Here's what i have in mind (i'm about 5'6" and 134lbs if it helps).

jacket:
navy blue SB double-vented
2-button with a lower button stance (first button at, or even 0.25" below, natural waist)
peak lapel, slightly slim but not skinny (around 2.75")
normally structured shoulder (vs the unstructured SF consensus)
high armholes
medium-high gorge
no ticket pocket, functional boutonniere, angled pockets
3 or 4 sleeve buttons?
either a neutral-coloured or a burgundy lining?

pants:
2 flat-front uncuffed pairs; 1 with belt loops and 1 with side adjusters
very little break and hemmed at an angle
right rear pocket only
not sure how wide the leg opening should be

to explain it all...
at my current income this suit is an investment for me so it has to look classic rather than trendy, and i'm hoping it stands out quietly with some of the details.

for the jacket:
i know that slim lapels are probably past their peak for the sartorially inclined, but they help balance out my rather narrow shoulders.
a structured shoulder should help with that as well, and as a bonus it balances out the "trendiness" of the slim lapels and the high armholes should make the structured shoulder look less jock-like.
the slightly high gorge and low buttonhole stance should make me look a little taller =D
i really like the idea of a burgundy lining but combining that with slanted pockets and peak lapels would stretch the definition of "stand out quietly" so maybe not.

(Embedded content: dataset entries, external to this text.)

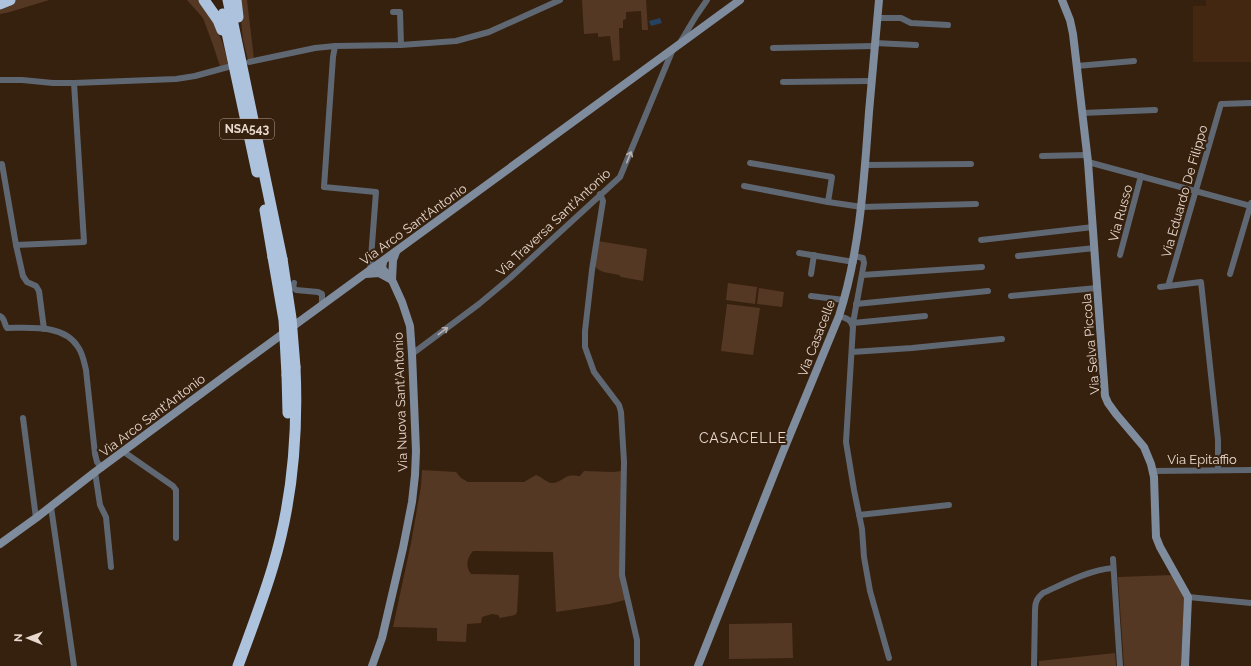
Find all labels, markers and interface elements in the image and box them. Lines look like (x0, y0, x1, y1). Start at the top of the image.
road number: NSA543 (220, 119, 274, 139)
street label: Via Eduardo De Filippo (1158, 123, 1211, 259)
one-way arrow (625, 151, 633, 163)
street label: Via Traversa Sant'Antonio (493, 165, 614, 279)
street label: Via Arco Sant'Antonio (357, 181, 470, 268)
street label: Via Russo (1106, 183, 1135, 243)
street label: Via Selva Piccola (1079, 293, 1102, 395)
street label: Via Casacelle (795, 297, 838, 379)
one-way arrow (438, 327, 449, 335)
street label: Via Nuova Sant'Antonio (391, 332, 410, 472)
street label: Via Arco Sant'Antonio (97, 371, 208, 460)
district label: CASACELLE (699, 430, 787, 446)
street label: Via Epitaffio (1167, 452, 1237, 467)
north arrow (8, 618, 48, 658)
text: N (12, 634, 25, 642)

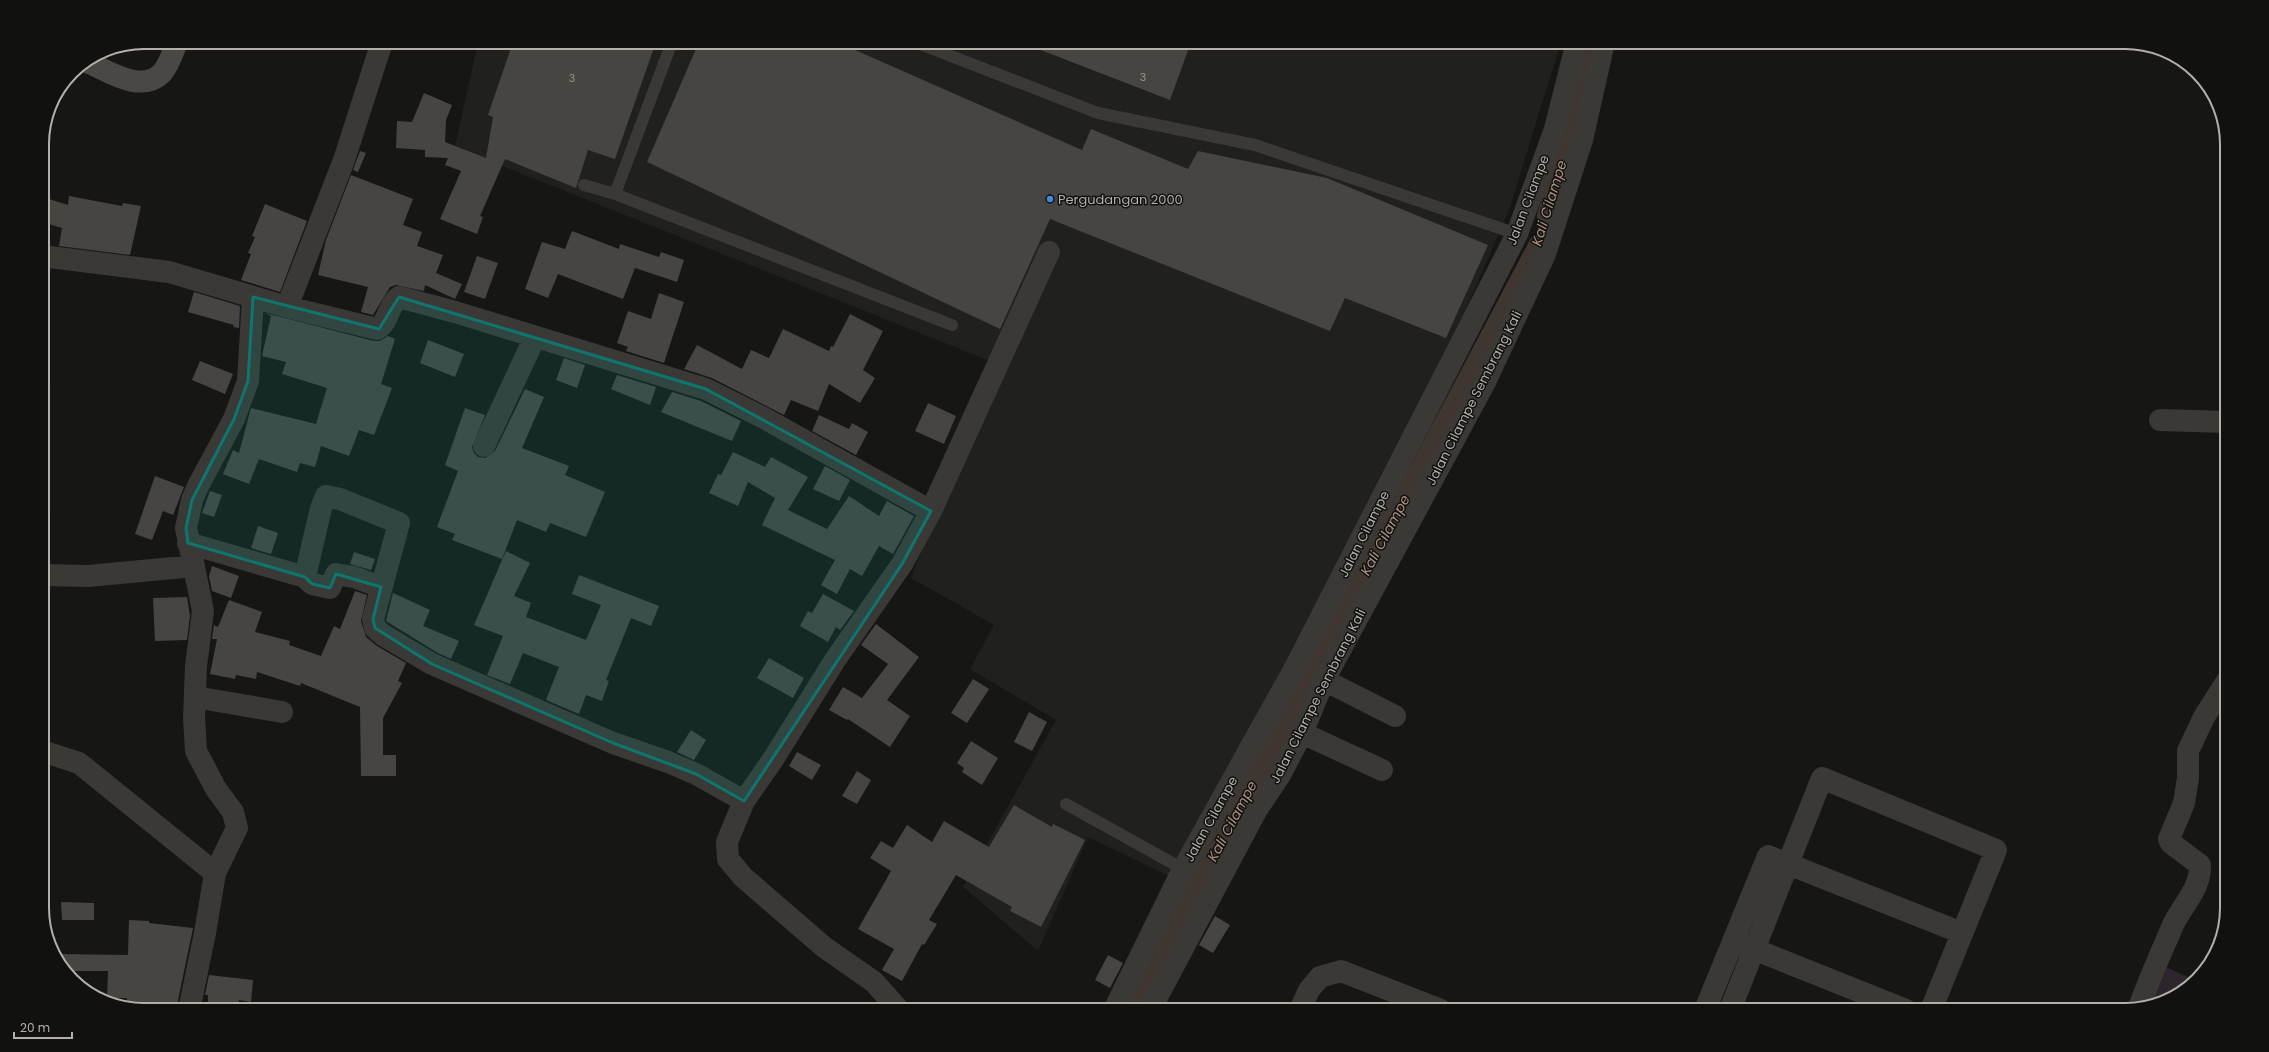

as for the pants... i'm kind of lost here. i have rather large thighs, so i'm guessing tapered legs would make me look like a chicken? should i get a moderate leg opening?

any comments, criticisms, opinions or questions on any of the details i've proposed are welcome.

thanks guys!
post #2 of 31
Don't fret the details too much, Nani will know most of what you want almost immediately. She does do quite a bit of waist suppression though - depending on tour build and preferences you might want to tone it down. She also does a very very clean fit and back which can be slightly constricting.
post #3 of 31
Thread Starter 
yup well it's my first bespoke and i don't have that many RTW/MTM in the first place, so i'd like to have some opinions before my fitting so as not to look like a clueless monkey =D i'll watch out for those characteristics, thanks! clean fit sounds good though, i don't envision myself wrestling a bear or doing the steeplechase in that suit.
post #4 of 31
Quote:
Originally Posted by yeeth View Post
Hi guys,
i've finally dipped my toes into the inviting pool of bespoke and scheduled a fitting with Iris Tailors (maker of gshen's awesome suits). As this is my first bespoke (and probably the only one for at least a few years) i've been reading up quite a bit, but i have no experience in this and would really like to get it right.
Here's what i have in mind (i'm about 5'6" and 134lbs if it helps).

jacket:
navy blue SB double-vented
2-button with a lower button stance (first button at, or even 0.25" below, natural waist)
peak lapel, slightly slim but not skinny (around 2.75")
normally structured shoulder (vs the unstructured SF consensus)
high armholes
medium-high gorge
no ticket pocket, functional boutonniere, angled pockets
3 or 4 sleeve buttons?
either a neutral-coloured or a burgundy lining?

pants:
2 flat-front uncuffed pairs; 1 with belt loops and 1 with side adjusters
very little break and hemmed at an angle
right rear pocket only
not sure how wide the leg opening should be

to explain it all...
at my current income this suit is an investment for me so it has to look classic rather than trendy, and i'm hoping it stands out quietly with some of the details.

for the jacket:
i know that slim lapels are probably past their peak for the sartorially inclined, but they help balance out my rather narrow shoulders.
a structured shoulder should help with that as well, and as a bonus it balances out the "trendiness" of the slim lapels and the high armholes should make the structured shoulder look less jock-like.
the slightly high gorge and low buttonhole stance should make me look a little taller =D
i really like the idea of a burgundy lining but combining that with slanted pockets and peak lapels would stretch the definition of "stand out quietly" so maybe not.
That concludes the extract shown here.